The Best Eating Habit for Healthier Gut

Irritable Bowel Syndrome

Irritable Bowel Syndrome (IBS) is no fun, but the good news is that there are choices you can make to both reduce your chances of catching it and, if you have it, to avoid serious complications. more serious symptoms.

Best Eating Habit for a Healthier Gut

The foods you eat, for example, can make a difference, with some foods helping to protect you from disease and others putting you at greater risk.

However, recent research suggests it's not just what you eat, but also when and how you eat that can make a difference - new research finds sticking to a regular meal schedule is linked to risk weakest of SII.

In the study, published in the European Journal of Clinical Nutrition, researchers compared information from about 4,600 Iranian adults about their dietary habits to data on IBS prevalence and symptom severity. They found that those who stuck to a consistent meal pattern were less likely to get IBS and, when they had the disorder, tended to have less severe symptoms.
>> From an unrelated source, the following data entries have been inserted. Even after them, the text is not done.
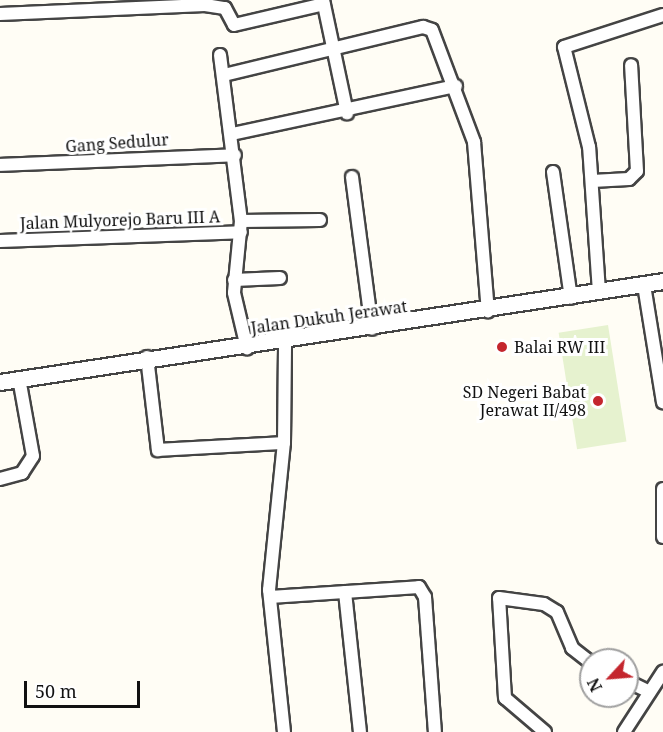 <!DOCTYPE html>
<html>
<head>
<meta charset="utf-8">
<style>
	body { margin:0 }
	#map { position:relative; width:663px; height:732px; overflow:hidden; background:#fffdf5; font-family:"Noto Serif",serif }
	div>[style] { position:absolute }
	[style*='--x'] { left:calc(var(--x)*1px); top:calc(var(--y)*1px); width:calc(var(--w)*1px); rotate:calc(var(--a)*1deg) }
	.pitch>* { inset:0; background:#e6f2cf; transform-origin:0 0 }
	.roads { filter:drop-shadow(2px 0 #444) drop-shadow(-2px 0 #444) drop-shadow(0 2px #444) drop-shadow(0 -2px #444) }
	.minor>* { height:12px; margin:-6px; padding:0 6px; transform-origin:6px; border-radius:6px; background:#fff }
	.tertiary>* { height:15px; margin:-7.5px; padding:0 7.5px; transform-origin:7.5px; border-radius:7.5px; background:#fff }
	.dots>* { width:16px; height:16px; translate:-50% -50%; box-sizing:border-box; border:3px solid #fff; border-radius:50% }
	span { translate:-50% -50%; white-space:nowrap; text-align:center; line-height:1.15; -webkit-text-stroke:6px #fff; paint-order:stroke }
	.street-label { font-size:16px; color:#111 }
	.poi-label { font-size:16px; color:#111 }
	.left { translate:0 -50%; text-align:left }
	.right { translate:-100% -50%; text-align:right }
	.north { position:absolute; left:579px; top:648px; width:60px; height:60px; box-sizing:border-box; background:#fff; border:2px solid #a0a0a0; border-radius:50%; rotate:244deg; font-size:16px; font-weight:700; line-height:24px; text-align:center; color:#111 }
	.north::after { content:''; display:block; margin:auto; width:21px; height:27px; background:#c4262e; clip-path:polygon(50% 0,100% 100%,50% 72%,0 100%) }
	.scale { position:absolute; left:24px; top:681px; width:116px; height:27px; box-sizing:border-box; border:3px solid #111; border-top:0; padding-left:8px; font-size:18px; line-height:21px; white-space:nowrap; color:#111; -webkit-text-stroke:4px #fff; paint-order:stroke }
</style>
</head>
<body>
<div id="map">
	<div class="pitch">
		<i style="left:608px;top:325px;width:118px;height:50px;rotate:81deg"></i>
	</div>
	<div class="roads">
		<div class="minor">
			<i style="--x:323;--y:0;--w:116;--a:78"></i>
			<i style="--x:0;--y:14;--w:205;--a:-2.5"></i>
			<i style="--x:205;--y:5;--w:20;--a:9"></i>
			<i style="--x:225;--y:8;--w:19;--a:62"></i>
			<i style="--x:234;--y:25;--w:92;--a:-13.1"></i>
			<i style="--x:220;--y:55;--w:167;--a:82.8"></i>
			<i style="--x:241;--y:221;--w:72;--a:95.6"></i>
			<i style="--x:234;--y:293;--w:57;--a:76.7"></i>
			<i style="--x:224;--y:75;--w:205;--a:-13.6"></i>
			<i style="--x:423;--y:27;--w:9;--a:18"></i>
			<i style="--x:432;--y:30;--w:120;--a:69.4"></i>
			<i style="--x:474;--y:142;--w:170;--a:85.3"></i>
			<i style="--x:232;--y:134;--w:229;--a:-12.1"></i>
			<i style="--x:0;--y:165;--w:235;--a:-2.4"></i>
			<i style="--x:553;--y:172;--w:127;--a:81.9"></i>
			<i style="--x:352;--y:177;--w:153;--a:82.5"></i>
			<i style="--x:592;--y:181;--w:37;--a:-3"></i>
			<i style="--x:629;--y:179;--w:11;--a:-45"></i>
			<i style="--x:637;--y:171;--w:106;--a:-93.2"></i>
			<i style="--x:241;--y:221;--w:79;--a:-0.7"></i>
			<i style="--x:0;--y:241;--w:241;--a:-2.1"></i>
			<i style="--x:234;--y:280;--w:46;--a:-2.5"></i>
			<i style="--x:644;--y:285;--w:119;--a:80.8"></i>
			<i style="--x:599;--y:292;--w:145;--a:-93.9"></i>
			<i style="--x:589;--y:147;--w:103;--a:-104"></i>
			<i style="--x:564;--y:47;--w:104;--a:-17.9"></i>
			<i style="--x:147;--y:357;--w:94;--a:83.3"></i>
			<i style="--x:158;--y:450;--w:126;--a:-3.2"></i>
			<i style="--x:0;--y:479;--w:23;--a:-15"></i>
			<i style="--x:22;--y:473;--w:20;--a:-57"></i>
			<i style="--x:33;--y:456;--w:79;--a:-100.2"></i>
			<i style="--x:663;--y:489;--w:48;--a:90"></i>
			<i style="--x:345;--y:592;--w:141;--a:83.9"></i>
			<i style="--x:270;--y:597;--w:149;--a:-3.8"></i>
			<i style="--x:419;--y:587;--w:12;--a:59"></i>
			<i style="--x:425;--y:597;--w:135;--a:85.8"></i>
			<i style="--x:627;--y:681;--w:25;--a:26"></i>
			<i style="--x:284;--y:732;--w:143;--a:-96"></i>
			<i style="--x:269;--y:590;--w:148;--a:-84.2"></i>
			<i style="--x:284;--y:443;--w:101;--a:-89.4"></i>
			<i style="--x:545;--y:732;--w:52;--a:-139.6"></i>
			<i style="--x:505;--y:698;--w:100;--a:-93.4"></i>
			<i style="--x:499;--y:598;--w:45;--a:7.6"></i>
			<i style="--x:544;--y:604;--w:15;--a:32"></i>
			<i style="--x:557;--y:612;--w:39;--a:67"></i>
			<i style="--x:572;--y:648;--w:24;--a:38"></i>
			<i style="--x:624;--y:732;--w:72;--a:-57"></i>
		</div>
		<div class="tertiary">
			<i style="--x:0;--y:382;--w:671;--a:-8.66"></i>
		</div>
	</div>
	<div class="dots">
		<i style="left:502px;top:347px;background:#c4262e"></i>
		<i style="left:598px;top:401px;background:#c4262e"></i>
	</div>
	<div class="street-label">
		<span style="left:117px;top:143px;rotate:-4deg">Gang Sedulur</span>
		<span style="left:120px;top:220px;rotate:-2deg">Jalan Mulyorejo Baru III A</span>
		<span style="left:329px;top:317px;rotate:-8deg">Jalan Dukuh Jerawat</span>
	</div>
	<div class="poi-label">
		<span class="left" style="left:514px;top:347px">Balai RW III</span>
		<span class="right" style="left:586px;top:401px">SD Negeri Babat<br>Jerawat II/498</span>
	</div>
	<div class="north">N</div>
	<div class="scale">50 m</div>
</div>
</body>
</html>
"It's no surprise that eating large meals in one sitting can cause digestive upset. I've also had clients experience IBS spasms when they go too long without eating," says Dasha Agoulnik, MS, RD, Registered Dietitian and CEO of CorePerform. This, not that!. "Establishing regular meal patterns can help reduce the digestive burden and encourage proper digestive patterns."

Plus, there is a range of other ways that skipping meals could aggravate your body. You might mess with your blood sugar, you might feel tired, you might have trouble concentrating on the things you need to do, and more.

When it comes to making gut-friendly food choices, Agoulnik recommends focusing on incorporating more fiber into your diet and staying hydrated.

"The most helpful tip I have is to start with the basics: fiber and water," she suggests. "We want to aim for at least an 80/20 ratio of unprocessed to processed foods, and I recommend at least 4-6 servings of vegetables a day.

Plus, she warned that when you add more vegetables to your diet to boost your fiber intake, you also want to start drinking more water or you risk constipation.